Respect to the lad for picking Neil Jordan's mystifyingly underrated "Angel". Terrific film, that. Somehow it has slipped off the radar and no one seems to have heard of it. Baffling.
posted by Decani at 3:40 PM on May 4, 2013

Hope and Glory (John Boorman, 1987)

One of the greatest British directors revisits his World War Two childhood.

Au revoir les enfants (Louis Malle, 1987)

Malle finally confronts his childhood experiences in Nazi-occupied France.

That's a good start for a semi-autobiographical-accounts-of-childhood-during-World-War-II-as-depicted-in-films-relesed-in-1987-themed movie night. Follow up with Steven Spielberg's film of J.G.Ballard's Empire of the Sun and Woody Allen's Radio Days.
posted by Sys Rq at 3:59 PM on May 4, 2013

I just want to say that is an awesome ethos. I wish more reviewers of all things thought the same way.
posted by Eekacat at 5:36 PM on May 4, 2013

To me that's one of the values Roger Ebert brought to his reviews too. He had seen more movies than his readers had, but he didn't write like they were stupider for it.
posted by kandinski at 7:13 PM on May 4, 2013

My new benchmark of movie criticism is whether or not they enjoyed "Holy Motors". If they do, I stay far far away.

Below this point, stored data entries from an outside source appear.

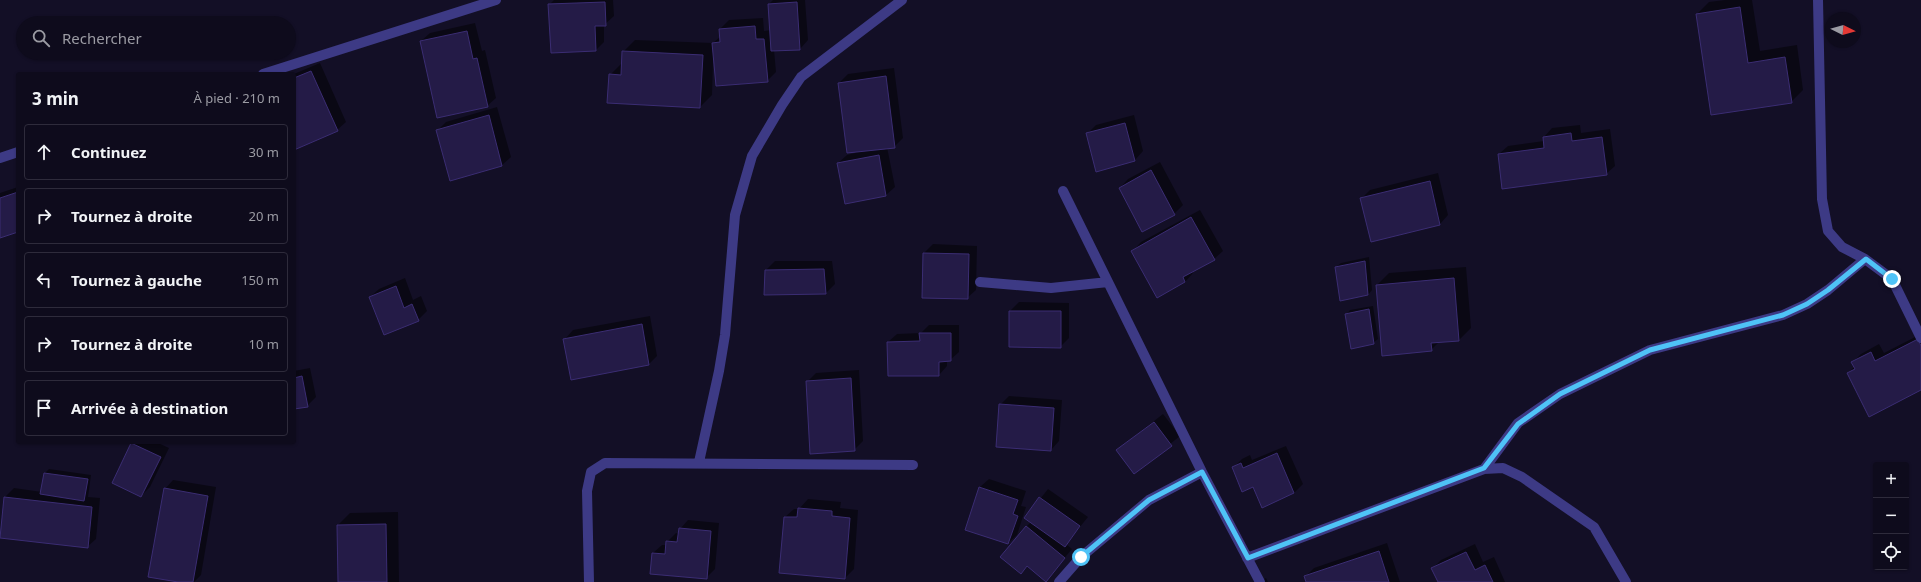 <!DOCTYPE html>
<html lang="fr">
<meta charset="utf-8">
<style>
body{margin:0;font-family:"Noto Sans",sans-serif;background:#171425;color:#f1f3f6}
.controls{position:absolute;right:12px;bottom:12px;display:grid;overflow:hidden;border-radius:4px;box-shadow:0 1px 3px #0004}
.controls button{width:36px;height:36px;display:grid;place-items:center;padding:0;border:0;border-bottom:1px solid #2e2b3b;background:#0e0b1c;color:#f1f3f6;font:20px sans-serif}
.compass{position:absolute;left:1825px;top:12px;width:36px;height:36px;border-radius:50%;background:#0e0b1c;box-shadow:0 1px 3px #0004;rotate:95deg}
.stop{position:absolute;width:12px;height:12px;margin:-9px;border:3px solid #4fc3f7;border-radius:50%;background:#fff}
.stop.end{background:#4fc3f7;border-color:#fff;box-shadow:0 1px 4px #0008}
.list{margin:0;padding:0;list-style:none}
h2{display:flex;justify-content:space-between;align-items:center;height:52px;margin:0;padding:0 16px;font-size:17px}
h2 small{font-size:13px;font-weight:400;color:#9b9ba3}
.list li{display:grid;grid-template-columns:26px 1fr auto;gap:12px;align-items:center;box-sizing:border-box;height:56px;margin:0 8px 8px;padding:0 8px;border:1px solid #2e2b3b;border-radius:4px}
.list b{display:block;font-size:15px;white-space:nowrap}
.list em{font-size:13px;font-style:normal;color:#9b9ba3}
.icon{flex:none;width:22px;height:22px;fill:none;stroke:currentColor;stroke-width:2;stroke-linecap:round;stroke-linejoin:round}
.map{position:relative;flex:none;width:1921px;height:582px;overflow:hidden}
.search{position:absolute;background:#0e0b1c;box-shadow:0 1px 3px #0004;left:16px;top:16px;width:280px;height:44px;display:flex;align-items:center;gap:10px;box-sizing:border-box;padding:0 14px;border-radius:22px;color:#9b9ba3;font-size:15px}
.panel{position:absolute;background:#0e0b1c;box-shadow:0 1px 3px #0004;left:16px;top:72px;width:280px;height:372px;border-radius:4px}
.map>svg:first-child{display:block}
</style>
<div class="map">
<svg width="1921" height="582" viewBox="0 0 1921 582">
<rect width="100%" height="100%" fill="#130f26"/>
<path fill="#0007" d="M554,0H613L614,16L604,25V42L596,50L549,5Z
M773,0H805L808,40L800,49L774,50L776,72L767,81L713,61L712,95L700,107L610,75L622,63L623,52L635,40L713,43L721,36L720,29L729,20L763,18L764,31L771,30L769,4Z
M1725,0H1752L1760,51L1797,45L1803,90L1791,102L1711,114L1697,14L1709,2Z
M475,23L482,51L485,50L496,98L487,106L421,41L430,33Z
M320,63L346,122L337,130L294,149V74Z
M894,68L903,138L894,147H887L895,187L886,195L846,203L838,163L847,155L855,153L839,83L848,74Z
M497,107L511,157L502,165L451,180L437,131L446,122Z
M1134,115L1143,151L1135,160L1087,134L1096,125Z
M1580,125L1581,133L1610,129L1615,166L1606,174L1499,154L1508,146L1544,141V137L1552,128Z
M1160,162L1183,205L1174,214L1120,188L1128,179Z
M1438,173L1448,215L1440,224L1361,199L1370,190Z
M18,187V231L0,237V193Z
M1200,210L1223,251L1214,259L1192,271L1193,273L1185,282L1133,251L1141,242Z
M933,244L977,246L976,290L967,298L923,297L924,253Z
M1369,257L1372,290L1368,295L1341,300L1336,267L1341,263Z
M775,261H832L835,284L826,293L765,294L766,270Z
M1466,267L1471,328L1459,340L1439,342L1431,350L1377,285L1389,273Z
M405,278L413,300L421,296L427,311L418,320L370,297L379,289Z
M1019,302L1069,303V338L1060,347L1010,346V311Z
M1373,306L1378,339L1373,343L1346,315L1350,310Z
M650,316L657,356L648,365L565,339L573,330Z
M929,325H959V352L950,360L947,361V366L939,375L888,342L897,334L921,333Z
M1921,334V388L1848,373L1855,366L1853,362L1861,354L1879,344L1884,353Z
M310,368L316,397L307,406L294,408V371Z
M859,370L863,441L854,450L807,382L816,373Z
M1009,396L1062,400L1059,441L1051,450L1000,405Z
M1163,414L1180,436L1134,473L1117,450Z
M133,442H156L169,448L150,487L141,496L113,483Z
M1286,446L1303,484L1294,493L1263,506L1254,486L1233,468L1242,459L1250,455L1252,460Z
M49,469L91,475L88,497L100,498L96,539L87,547L1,537L5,497L14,488L42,492L45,473Z
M989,479L1026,491L1021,506L1026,507L1017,535L1008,543L980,487Z
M173,480L216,487L201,575L194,582H184L165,489Z
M1048,489L1088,517L1066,544L1072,549L1046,580L1028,565L1021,573L1026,527L1031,522L1025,518Z
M808,499L841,502L840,508L858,510L854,569L845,578L785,517L794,509H799Z
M398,512L399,582H339L338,525L350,513Z
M688,520L719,523L715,569L706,578L653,553L662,545H667V542L676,533L679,534L680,529Z
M1387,543L1400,582H1307L1305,577L1314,568Z
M1475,544L1483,562L1494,557L1505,582H1439L1433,568L1441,560Z
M1266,578L1268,582H1259Z"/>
<path fill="#241b47" stroke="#3b2d73" d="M605,2L606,26H595L596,51L551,53L548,4Z
M797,2L800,50L771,51L768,4Z
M1740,7L1748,63L1785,57L1792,103L1711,115L1696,14Z
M755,26L756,39H764L768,82L716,86L712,43L720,42L719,29Z
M467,31L473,59L477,58L488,107L437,118L420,41Z
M622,51L703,55L700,108L607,103L609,74L621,75Z
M311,71L338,131L294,150V78Z
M886,76L895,148L847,153L838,83Z
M489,115L502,166L450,181L436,130Z
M1125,123L1135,161L1096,172L1086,133Z
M1571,133L1572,141L1602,137L1607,175L1502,189L1498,154L1544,148L1543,137Z
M879,155L886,196L845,204L837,163Z
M1151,170L1175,215L1142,232L1119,188Z
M1430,181L1440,225L1371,242L1360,198Z
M18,192V232L0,238V198Z
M1191,217L1215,260L1183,277L1185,282L1157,298L1131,251Z
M923,253L969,254L968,299L922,298Z
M1365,261L1368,295L1340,301L1335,267Z
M824,269L826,294L764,295L765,270Z
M1454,278L1459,341L1431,343L1432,351L1382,356L1376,285Z
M396,286L404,308L412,304L419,321L384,335L369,297Z
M1369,309L1374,344L1351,349L1345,314Z
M1009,311H1061V348L1009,347Z
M642,324L649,365L571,380L563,339Z
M919,333H951V361L939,362V376H888L887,342L920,341Z
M1918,339L1921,346V390L1869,417L1847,373L1855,369L1851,362L1871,352L1875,361Z
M302,376L308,407L294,409V378Z
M851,378L855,451L810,454L806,381Z
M999,404L1054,408L1051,451L996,447Z
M1154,422L1172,446L1134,474L1116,450Z
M131,443L161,457L141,497L112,483Z
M1277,453L1294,493L1262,508L1253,487L1242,492L1232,467L1241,463L1243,468Z
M44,473L88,479L84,501L40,494Z
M979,487L1018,500L1013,514L1018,516L1008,544L965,530Z
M164,488L208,496L193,582H178L148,577Z
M4,497L92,507L88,548L0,538Z
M1039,497L1080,526L1065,547L1024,518Z
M798,508L832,511V516L850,518L845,579L779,573L784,517H797Z
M386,524L387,582H338L337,525Z
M1026,526L1065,558L1046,582L1027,566L1021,574L1000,557Z
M679,528L711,531L707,579L650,574L652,553L665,554L666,541L677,542Z
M1379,551L1389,582H1306L1304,576Z
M1466,552L1475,570L1485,565L1493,582H1438L1431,568Z"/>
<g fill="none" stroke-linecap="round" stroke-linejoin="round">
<path stroke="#3d3a85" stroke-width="10" d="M1818,0L1822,199L1828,231L1842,247L1865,259L1892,279L1921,338
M263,74L496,0
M0,158L18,152
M1063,191L1202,472L1260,582
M980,282L1051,288L1108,282
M699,462L719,371L725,335L735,215L752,156L782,105L801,77L902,0
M1484,469L1518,423L1560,394L1650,350L1783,315L1807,304L1828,290L1865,259
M1247,558L1484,469L1503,468L1522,477L1594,527L1626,582
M589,582L587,491L591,472L605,463L913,465
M1059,582L1081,557L1149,500L1202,472"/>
</g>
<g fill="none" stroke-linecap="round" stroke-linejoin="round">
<path stroke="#4fc3f7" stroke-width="5" d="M1081,557L1149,500L1202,472L1248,558L1484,468L1518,424L1560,394L1650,350L1783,315L1807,304L1828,290L1866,259L1892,279"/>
</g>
</svg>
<div class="controls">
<button>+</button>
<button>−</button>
<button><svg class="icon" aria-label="locate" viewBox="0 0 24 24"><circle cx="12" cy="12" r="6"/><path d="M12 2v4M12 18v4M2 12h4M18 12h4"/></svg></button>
</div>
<svg class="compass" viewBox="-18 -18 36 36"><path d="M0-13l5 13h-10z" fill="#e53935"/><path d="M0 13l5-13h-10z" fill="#9b9ba3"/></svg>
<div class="stop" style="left:1081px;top:557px"></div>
<div class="stop end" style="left:1892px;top:279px"></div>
<div class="search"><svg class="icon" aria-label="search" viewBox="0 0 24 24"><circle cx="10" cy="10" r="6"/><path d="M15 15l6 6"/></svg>Rechercher</div>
<section class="panel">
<h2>3 min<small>À pied · 210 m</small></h2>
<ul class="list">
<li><svg class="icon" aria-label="ahead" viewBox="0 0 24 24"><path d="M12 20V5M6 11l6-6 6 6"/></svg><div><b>Continuez</b></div><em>30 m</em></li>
<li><svg class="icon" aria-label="right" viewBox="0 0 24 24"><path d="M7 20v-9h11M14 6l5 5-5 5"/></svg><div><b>Tournez à droite</b></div><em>20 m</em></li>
<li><svg class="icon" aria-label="left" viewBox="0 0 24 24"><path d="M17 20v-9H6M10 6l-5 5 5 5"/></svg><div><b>Tournez à gauche</b></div><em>150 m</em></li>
<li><svg class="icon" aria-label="right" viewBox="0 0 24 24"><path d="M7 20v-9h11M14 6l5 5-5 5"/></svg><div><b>Tournez à droite</b></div><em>10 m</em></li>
<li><svg class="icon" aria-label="arrive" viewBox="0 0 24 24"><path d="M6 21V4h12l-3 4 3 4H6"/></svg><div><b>Arrivée à destination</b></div></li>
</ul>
</section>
</div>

Good luck with that; it's at 90% at Rotten Tomatoes. I see your point, though; it's a challenging, bizarre, messy and (too often) dull film. But the first 45 minutes of 'Holy Motors' is amazing - a mythic, mind-expanding turn-your-brain-sideways kind of film. That it degenerates in the 2nd half into a slow-moving, sorta turgid mess with a few brilliant moments and a ridiculously silly ending doesn't change that it's still one of the most interesting films I've seen so far this year. I'm finding it hard to think of another film that aimed higher/odder.

Thanks for the post, biffa; I'm finding myself disagreeing with a lot of his year-best picks but love the "assume your reader is intelligent, but not necessarily as well-informed" framing.
posted by mediareport at 7:42 PM on May 4, 2013

Philip French's pick of the top 50 films from the past five decades.

Well, I just topped off my Netflix queue again....

Of those, one of my favorites is Secrets & Lies, an amazing, human film.

Wilder's Ace in the Hole, btw, is very well worth watching, though not my favorite of his works (that would be The Apartment).
posted by dhartung at 12:27 AM on May 5, 2013

This is sad. For many many years, almost since the beginning, French was the guy who helped me decide which movie to go to. On retrospect I think he helped me a lot in not wasting my time on pretentious crap, blockbuster blah and general boredom. I go to the movies to be entertained and sometimes to think. So thank you Mr. French for being such a good mentor. I can only hope that I am still as thoughtful and lucid as yourself at the august age of 80.
posted by adamvasco at 4:07 AM on May 5, 2013

Oh dear, I can't believe how much I disagree with much of his top 50 list. So many boring, safe, Oscar-intended choices.